SB 81 is scheduled for a decision Friday during a joint hearing by the Senate Ways and Means Committee and the Senate Judiciary Committee. If successful, the bill will cross over to the House.

Mauna Kea has been the center of protests by Native Hawaiians and others who objected to the UH’s management of the lands as it facilitated observatories with powerful telescopes atop a fragile ecosystem. UH has said it already had initiated reforms and plans to reduce the number of observatories.

The proposed addition of the massive Thirty Meter Telescope added further tension, with Native Hawaiian groups saying they felt unrepresented in deciding how to manage the mountain.

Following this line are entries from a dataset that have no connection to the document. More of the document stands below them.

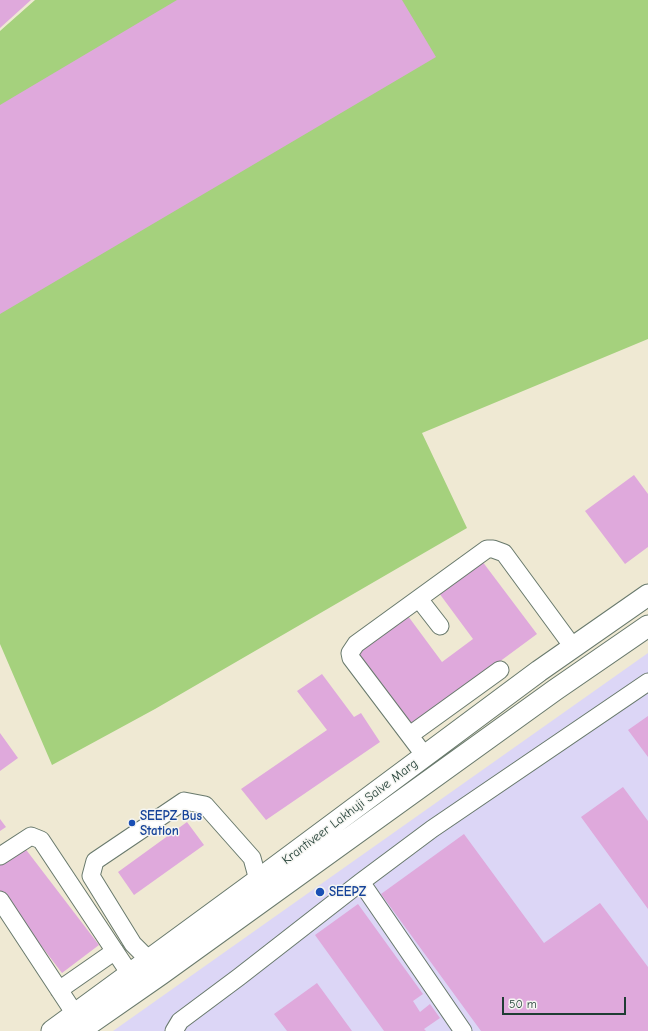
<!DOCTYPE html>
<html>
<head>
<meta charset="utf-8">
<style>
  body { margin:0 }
  #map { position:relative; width:648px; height:1031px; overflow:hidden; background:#efe9d3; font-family:"Comic Neue",sans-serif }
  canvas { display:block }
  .scale { position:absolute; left:502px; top:997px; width:124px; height:18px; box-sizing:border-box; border:2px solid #1f3d34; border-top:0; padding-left:5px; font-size:12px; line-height:14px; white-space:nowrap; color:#1f3d34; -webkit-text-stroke:3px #f6f6f2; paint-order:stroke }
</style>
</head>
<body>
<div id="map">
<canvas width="648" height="1031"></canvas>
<div class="scale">50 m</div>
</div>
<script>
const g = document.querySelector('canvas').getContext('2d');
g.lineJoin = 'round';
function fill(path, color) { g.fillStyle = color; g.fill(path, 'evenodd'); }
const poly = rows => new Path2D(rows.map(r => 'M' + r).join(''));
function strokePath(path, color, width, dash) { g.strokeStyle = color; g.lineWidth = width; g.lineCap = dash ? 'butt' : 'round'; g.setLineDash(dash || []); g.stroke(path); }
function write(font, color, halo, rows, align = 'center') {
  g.font = font + ' "Comic Neue",sans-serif'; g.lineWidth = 3; g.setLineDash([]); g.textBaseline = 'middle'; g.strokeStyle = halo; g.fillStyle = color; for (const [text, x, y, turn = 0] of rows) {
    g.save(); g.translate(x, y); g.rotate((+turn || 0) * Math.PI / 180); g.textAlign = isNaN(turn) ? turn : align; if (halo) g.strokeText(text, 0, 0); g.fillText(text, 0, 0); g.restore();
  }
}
fill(poly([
  [648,653,648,1031,113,1031]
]), '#dcd6f6');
fill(poly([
  [35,0,648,0,648,339,422,433,467,528,155,709,52,765,0,644,0,31]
]), '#a5d17d');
fill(poly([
  [0,0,31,0,0,28],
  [177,0,402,0,436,57,0,314,0,105],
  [634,475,648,494,648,547,625,564,585,511],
  [482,561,537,634,411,727,356,654,408,616,442,662,473,639,439,593],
  [322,674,354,717,361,713,380,742,266,820,241,789,327,730,297,691],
  [648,716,648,757,628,730],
  [0,733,18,758,0,771],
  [623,787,648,821,648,909,581,817],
  [0,819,6,827,0,831],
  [187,822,204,845,134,895,118,872],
  [464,834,544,943,600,903,648,967,648,1031,481,1031,381,894],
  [24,847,99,945,62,973,0,892,0,865],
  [358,904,423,994,413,1001,420,1012,430,1004,440,1018,424,1029,426,1031,384,1031,315,935],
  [317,983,352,1031,287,1031,274,1014]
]), '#dfa9dc');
const minor = poly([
  [419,599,440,626],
  [410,735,500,670],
  [425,756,351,658,350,653,356,644,487,549,493,549,504,553,573,647],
  [0,856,31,836,41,840,130,974],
  [361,882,463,1031],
  [0,900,75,1014],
  [149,960,133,944,91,876,95,861,184,801,205,805,252,858,258,880,264,890],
  [59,990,115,951],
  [174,1031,180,1021,239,977,361,882,432,829,648,682]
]);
const major = poly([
  [52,1031,258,880,539,671,648,595],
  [79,1031,161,974,555,690,648,626]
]);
strokePath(minor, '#68796c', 19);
strokePath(major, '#68796c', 23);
strokePath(minor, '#fff', 17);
strokePath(major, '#fff', 21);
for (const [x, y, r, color] of [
  [132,823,4,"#1a4fb4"],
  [320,892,5,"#1a4fb4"]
]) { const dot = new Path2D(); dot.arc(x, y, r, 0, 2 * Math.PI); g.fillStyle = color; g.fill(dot); strokePath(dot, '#f6f6f2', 1.5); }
write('13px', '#1f3d34', '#f6f6f2', [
  ["Krantiveer Lakhuji Salve Marg",350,812,-37]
]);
write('bold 13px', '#164399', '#f6f6f2', [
  ["SEEPZ Bus",140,816],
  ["Station",140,831],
  ["SEEPZ",329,892]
], 'left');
</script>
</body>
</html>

The authority was formed to mitigate these concerns, bringing together 11 voting members with a variety of backgrounds to oversee Mauna Kea lands. There’s also a nonvoting member.

The panel includes people with expertise in education, land management, business and finance, astronomy and Native Hawaiian cultural practices. It also by mandate includes the DLNR chair, a UH board of regents member and the Big Island mayor, or designees of those categories.

Except for the DLNR chair, most members of the panel appeared united in opposition to the bill, including Bonnie Irwin, the chancellor of UH Hilo, and Rich Matsuda, the chief of Operations and External Relations at the W. M. Keck Observatory.

During their February Board meeting on Zoom, Irwin, the authority’s sole nonvoting member, acknowledged the novel setup members had to work with.

“There is concern with having an entity that is doing DLNR kind of work outside of DLNR, and it’s not just whether we want to do something for astronomy, it’s even on the conservation side,” she said during the meeting. 

But she agreed the measure was premature.

“The scoping conversation of us versus DLNR is a really important one to devote serious time to, and we simply have not had that opportunity,” she said, as members Joshua Lanakila Manguil and Noe Noe Wong-Wilson nodded along on Zoom.

Komeiji urged the Legislature not to pass the bill, saying the authority is just starting to get its footing and needs more time before decisions on changes and clarifications are made. The five-year transition clock starts on July 1.

“This measure … could result in unintended consequences such as impairing the autonomy and independent judgment and independence of the Authority,” he said in written testimony during the bill’s first committee hearing last month.

The current task, he said later during an interview, is trying to hire an executive assistant.

The DLNR expressed concern that last year’s act removes Mauna Kea lands from conservation zoning. 

“The Department feels it is critical that Conservation District protections will remain in place,” DLNR Chair Dawn Chang said in written testimony. 

And with two telescopes being decommissioned right now – and more on the way – clear DLNR responsibility would make those processes more straightforward, she added. 

The DLNR declined to comment beyond its testimony. 

Inouye also expressed concern about the quality of land management. These conservation lands, she said, deserve to be protected by a well-equipped and knowledgeable organization like the DLNR. 

“You’re going to have the DLNR chair there as a representative, but everybody else is pretty much laypeople. So that’s a big concern,” she said.